Extracted data entries
◇ ◇ ◇

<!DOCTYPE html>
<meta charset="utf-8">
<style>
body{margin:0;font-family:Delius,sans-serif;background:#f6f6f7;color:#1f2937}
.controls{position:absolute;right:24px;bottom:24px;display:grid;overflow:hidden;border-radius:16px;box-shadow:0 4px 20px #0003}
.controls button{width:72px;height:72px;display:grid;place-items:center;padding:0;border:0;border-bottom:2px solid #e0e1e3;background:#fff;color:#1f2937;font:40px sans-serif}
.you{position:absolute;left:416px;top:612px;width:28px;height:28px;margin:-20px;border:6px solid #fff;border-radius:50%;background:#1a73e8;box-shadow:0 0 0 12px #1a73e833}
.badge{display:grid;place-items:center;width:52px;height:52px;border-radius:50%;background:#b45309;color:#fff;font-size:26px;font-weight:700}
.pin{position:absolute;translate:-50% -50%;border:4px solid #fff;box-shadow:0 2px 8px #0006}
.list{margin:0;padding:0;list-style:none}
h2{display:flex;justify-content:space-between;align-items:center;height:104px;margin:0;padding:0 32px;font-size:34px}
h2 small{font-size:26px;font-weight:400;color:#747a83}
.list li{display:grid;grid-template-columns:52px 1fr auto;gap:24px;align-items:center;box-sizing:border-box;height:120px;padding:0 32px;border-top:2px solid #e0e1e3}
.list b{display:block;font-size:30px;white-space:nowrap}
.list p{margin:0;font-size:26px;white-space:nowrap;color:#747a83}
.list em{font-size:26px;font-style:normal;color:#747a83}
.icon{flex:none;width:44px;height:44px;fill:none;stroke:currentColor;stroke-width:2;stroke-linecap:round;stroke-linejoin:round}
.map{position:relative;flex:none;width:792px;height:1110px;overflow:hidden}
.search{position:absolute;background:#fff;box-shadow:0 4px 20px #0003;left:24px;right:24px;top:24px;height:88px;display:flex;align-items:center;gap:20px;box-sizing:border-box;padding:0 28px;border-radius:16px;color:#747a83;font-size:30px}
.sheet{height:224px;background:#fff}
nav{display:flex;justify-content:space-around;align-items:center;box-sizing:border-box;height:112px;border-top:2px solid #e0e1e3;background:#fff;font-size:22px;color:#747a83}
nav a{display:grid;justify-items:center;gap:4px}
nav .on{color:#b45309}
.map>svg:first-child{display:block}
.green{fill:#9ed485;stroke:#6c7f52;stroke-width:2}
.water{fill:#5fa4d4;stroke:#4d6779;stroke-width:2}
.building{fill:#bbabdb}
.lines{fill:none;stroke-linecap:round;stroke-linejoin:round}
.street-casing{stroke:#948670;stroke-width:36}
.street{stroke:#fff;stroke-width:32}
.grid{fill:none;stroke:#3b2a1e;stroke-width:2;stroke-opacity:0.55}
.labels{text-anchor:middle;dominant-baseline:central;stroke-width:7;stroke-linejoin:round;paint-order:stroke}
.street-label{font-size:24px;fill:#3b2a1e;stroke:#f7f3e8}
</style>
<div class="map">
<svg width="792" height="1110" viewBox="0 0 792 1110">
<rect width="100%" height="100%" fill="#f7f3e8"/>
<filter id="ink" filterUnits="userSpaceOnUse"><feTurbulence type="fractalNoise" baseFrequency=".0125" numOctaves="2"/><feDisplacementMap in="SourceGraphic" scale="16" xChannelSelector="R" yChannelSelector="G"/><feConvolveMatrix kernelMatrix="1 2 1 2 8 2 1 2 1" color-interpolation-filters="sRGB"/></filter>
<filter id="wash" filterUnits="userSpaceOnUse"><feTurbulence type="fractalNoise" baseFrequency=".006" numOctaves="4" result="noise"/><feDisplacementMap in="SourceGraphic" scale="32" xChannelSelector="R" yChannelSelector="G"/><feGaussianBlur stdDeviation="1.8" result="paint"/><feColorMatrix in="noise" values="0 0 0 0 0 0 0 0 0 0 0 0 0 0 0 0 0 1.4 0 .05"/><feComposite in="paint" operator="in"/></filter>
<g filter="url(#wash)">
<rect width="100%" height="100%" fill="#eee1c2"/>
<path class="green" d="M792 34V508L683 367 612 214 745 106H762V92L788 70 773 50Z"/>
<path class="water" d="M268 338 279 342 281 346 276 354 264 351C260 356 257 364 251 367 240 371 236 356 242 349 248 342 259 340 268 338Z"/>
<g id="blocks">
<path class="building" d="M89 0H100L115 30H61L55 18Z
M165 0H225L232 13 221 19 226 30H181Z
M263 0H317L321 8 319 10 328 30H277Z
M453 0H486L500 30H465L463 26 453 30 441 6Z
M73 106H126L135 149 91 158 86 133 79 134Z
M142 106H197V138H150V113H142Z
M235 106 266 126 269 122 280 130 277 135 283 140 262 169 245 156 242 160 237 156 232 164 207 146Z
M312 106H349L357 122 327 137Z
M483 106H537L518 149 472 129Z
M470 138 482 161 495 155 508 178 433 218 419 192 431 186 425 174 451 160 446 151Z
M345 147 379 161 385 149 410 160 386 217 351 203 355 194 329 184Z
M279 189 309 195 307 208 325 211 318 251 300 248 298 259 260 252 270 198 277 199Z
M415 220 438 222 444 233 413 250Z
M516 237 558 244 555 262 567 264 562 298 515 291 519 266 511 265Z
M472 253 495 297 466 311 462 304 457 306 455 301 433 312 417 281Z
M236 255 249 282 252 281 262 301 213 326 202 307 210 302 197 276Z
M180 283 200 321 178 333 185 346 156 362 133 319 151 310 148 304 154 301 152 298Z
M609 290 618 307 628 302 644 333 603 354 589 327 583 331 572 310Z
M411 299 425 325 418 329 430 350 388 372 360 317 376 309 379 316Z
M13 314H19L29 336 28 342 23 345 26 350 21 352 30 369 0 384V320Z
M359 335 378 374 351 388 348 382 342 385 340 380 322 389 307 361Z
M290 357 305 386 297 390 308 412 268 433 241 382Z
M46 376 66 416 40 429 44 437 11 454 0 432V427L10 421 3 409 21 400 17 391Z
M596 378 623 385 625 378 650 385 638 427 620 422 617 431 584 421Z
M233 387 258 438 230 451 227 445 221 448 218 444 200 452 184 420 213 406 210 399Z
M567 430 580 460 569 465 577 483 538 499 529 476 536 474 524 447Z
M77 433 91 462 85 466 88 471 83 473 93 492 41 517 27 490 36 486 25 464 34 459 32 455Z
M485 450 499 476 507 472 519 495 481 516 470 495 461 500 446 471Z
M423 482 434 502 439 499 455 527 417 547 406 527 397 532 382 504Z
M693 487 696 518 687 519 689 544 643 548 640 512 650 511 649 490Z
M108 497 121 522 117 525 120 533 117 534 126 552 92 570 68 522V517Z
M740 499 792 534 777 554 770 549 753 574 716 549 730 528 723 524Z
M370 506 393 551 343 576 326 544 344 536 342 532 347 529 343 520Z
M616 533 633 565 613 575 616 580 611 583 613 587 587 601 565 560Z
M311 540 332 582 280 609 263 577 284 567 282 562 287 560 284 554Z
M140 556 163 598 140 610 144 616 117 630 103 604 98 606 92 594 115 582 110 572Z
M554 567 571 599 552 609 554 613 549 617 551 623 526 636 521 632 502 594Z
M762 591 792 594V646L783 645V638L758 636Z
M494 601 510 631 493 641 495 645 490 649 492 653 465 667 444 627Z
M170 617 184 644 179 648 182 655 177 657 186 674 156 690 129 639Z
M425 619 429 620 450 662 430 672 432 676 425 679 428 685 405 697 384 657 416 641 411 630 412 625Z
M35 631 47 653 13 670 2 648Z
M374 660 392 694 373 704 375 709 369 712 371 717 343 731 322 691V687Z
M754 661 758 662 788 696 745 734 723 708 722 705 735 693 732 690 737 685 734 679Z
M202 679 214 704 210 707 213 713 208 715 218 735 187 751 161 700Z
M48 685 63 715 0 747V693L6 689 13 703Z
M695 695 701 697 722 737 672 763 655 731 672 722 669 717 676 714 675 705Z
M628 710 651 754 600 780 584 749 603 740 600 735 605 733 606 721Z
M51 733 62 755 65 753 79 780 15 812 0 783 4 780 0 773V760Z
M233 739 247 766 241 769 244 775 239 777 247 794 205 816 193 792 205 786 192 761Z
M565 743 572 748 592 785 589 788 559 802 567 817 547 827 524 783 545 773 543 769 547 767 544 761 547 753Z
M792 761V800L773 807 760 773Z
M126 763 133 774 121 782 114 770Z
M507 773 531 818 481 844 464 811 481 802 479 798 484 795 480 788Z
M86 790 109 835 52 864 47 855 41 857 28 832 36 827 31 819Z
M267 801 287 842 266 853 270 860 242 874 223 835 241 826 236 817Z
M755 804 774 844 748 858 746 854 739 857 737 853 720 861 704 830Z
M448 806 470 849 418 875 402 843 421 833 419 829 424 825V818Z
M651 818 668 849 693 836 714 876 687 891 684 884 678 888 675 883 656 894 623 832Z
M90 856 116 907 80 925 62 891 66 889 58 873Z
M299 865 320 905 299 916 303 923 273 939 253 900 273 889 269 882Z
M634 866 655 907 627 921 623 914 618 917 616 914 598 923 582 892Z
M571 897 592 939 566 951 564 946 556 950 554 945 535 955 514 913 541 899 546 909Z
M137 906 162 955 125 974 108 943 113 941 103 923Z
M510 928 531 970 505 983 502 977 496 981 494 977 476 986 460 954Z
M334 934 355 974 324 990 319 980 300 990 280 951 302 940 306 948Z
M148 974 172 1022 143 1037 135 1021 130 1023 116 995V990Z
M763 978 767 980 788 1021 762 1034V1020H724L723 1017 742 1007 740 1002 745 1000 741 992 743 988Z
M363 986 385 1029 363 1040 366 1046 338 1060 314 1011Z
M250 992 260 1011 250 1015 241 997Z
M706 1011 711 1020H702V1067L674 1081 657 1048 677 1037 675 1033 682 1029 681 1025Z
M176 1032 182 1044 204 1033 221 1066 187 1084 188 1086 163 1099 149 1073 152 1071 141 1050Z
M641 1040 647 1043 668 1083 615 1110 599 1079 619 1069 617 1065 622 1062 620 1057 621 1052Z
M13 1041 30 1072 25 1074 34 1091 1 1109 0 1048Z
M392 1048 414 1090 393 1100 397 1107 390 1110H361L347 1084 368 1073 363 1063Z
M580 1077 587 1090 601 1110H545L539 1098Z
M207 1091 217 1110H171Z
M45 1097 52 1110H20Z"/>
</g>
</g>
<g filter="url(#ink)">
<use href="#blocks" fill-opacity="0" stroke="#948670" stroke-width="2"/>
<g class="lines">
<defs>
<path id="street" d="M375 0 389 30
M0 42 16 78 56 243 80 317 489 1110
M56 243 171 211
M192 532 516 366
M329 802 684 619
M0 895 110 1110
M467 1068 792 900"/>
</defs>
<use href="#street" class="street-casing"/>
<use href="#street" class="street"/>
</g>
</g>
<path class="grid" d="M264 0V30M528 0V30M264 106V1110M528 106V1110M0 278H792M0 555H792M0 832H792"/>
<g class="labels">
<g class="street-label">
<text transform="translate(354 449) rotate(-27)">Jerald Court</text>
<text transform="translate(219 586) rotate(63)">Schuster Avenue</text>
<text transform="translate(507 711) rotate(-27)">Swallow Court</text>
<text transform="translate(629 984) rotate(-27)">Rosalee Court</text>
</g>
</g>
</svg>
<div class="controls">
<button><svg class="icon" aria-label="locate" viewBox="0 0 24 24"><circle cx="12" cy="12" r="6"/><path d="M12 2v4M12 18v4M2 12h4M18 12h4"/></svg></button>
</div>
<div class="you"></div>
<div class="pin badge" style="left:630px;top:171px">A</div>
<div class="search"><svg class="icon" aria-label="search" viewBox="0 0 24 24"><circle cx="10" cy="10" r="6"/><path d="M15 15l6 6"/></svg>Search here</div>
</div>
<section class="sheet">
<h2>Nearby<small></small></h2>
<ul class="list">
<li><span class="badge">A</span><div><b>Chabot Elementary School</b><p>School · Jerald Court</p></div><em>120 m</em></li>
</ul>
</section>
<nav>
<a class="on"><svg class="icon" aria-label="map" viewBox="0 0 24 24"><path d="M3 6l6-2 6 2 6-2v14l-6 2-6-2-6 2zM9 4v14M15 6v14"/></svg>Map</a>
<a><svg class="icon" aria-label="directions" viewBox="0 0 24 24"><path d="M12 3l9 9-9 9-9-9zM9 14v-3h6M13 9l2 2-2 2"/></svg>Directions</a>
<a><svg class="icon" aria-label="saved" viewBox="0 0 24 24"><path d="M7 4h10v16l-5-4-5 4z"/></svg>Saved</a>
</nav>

◇ ◇ ◇

● **About this task**
Return, unchanged, the run of lines above that opens with the line containing "M0 42 16 78 56 243 80 317 489 1110" and closes with the line containing "6 2 6-2v14l-6". Include both.

● **Solution to this exercise**
M0 42 16 78 56 243 80 317 489 1110
M56 243 171 211
M192 532 516 366
M329 802 684 619
M0 895 110 1110
M467 1068 792 900"/>
</defs>
<use href="#street" class="street-casing"/>
<use href="#street" class="street"/>
</g>
</g>
<path class="grid" d="M264 0V30M528 0V30M264 106V1110M528 106V1110M0 278H792M0 555H792M0 832H792"/>
<g class="labels">
<g class="street-label">
<text transform="translate(354 449) rotate(-27)">Jerald Court</text>
<text transform="translate(219 586) rotate(63)">Schuster Avenue</text>
<text transform="translate(507 711) rotate(-27)">Swallow Court</text>
<text transform="translate(629 984) rotate(-27)">Rosalee Court</text>
</g>
</g>
</svg>
<div class="controls">
<button><svg class="icon" aria-label="locate" viewBox="0 0 24 24"><circle cx="12" cy="12" r="6"/><path d="M12 2v4M12 18v4M2 12h4M18 12h4"/></svg></button>
</div>
<div class="you"></div>
<div class="pin badge" style="left:630px;top:171px">A</div>
<div class="search"><svg class="icon" aria-label="search" viewBox="0 0 24 24"><circle cx="10" cy="10" r="6"/><path d="M15 15l6 6"/></svg>Search here</div>
</div>
<section class="sheet">
<h2>Nearby<small></small></h2>
<ul class="list">
<li><span class="badge">A</span><div><b>Chabot Elementary School</b><p>School · Jerald Court</p></div><em>120 m</em></li>
</ul>
</section>
<nav>
<a class="on"><svg class="icon" aria-label="map" viewBox="0 0 24 24"><path d="M3 6l6-2 6 2 6-2v14l-6 2-6-2-6 2zM9 4v14M15 6v14"/></svg>Map</a>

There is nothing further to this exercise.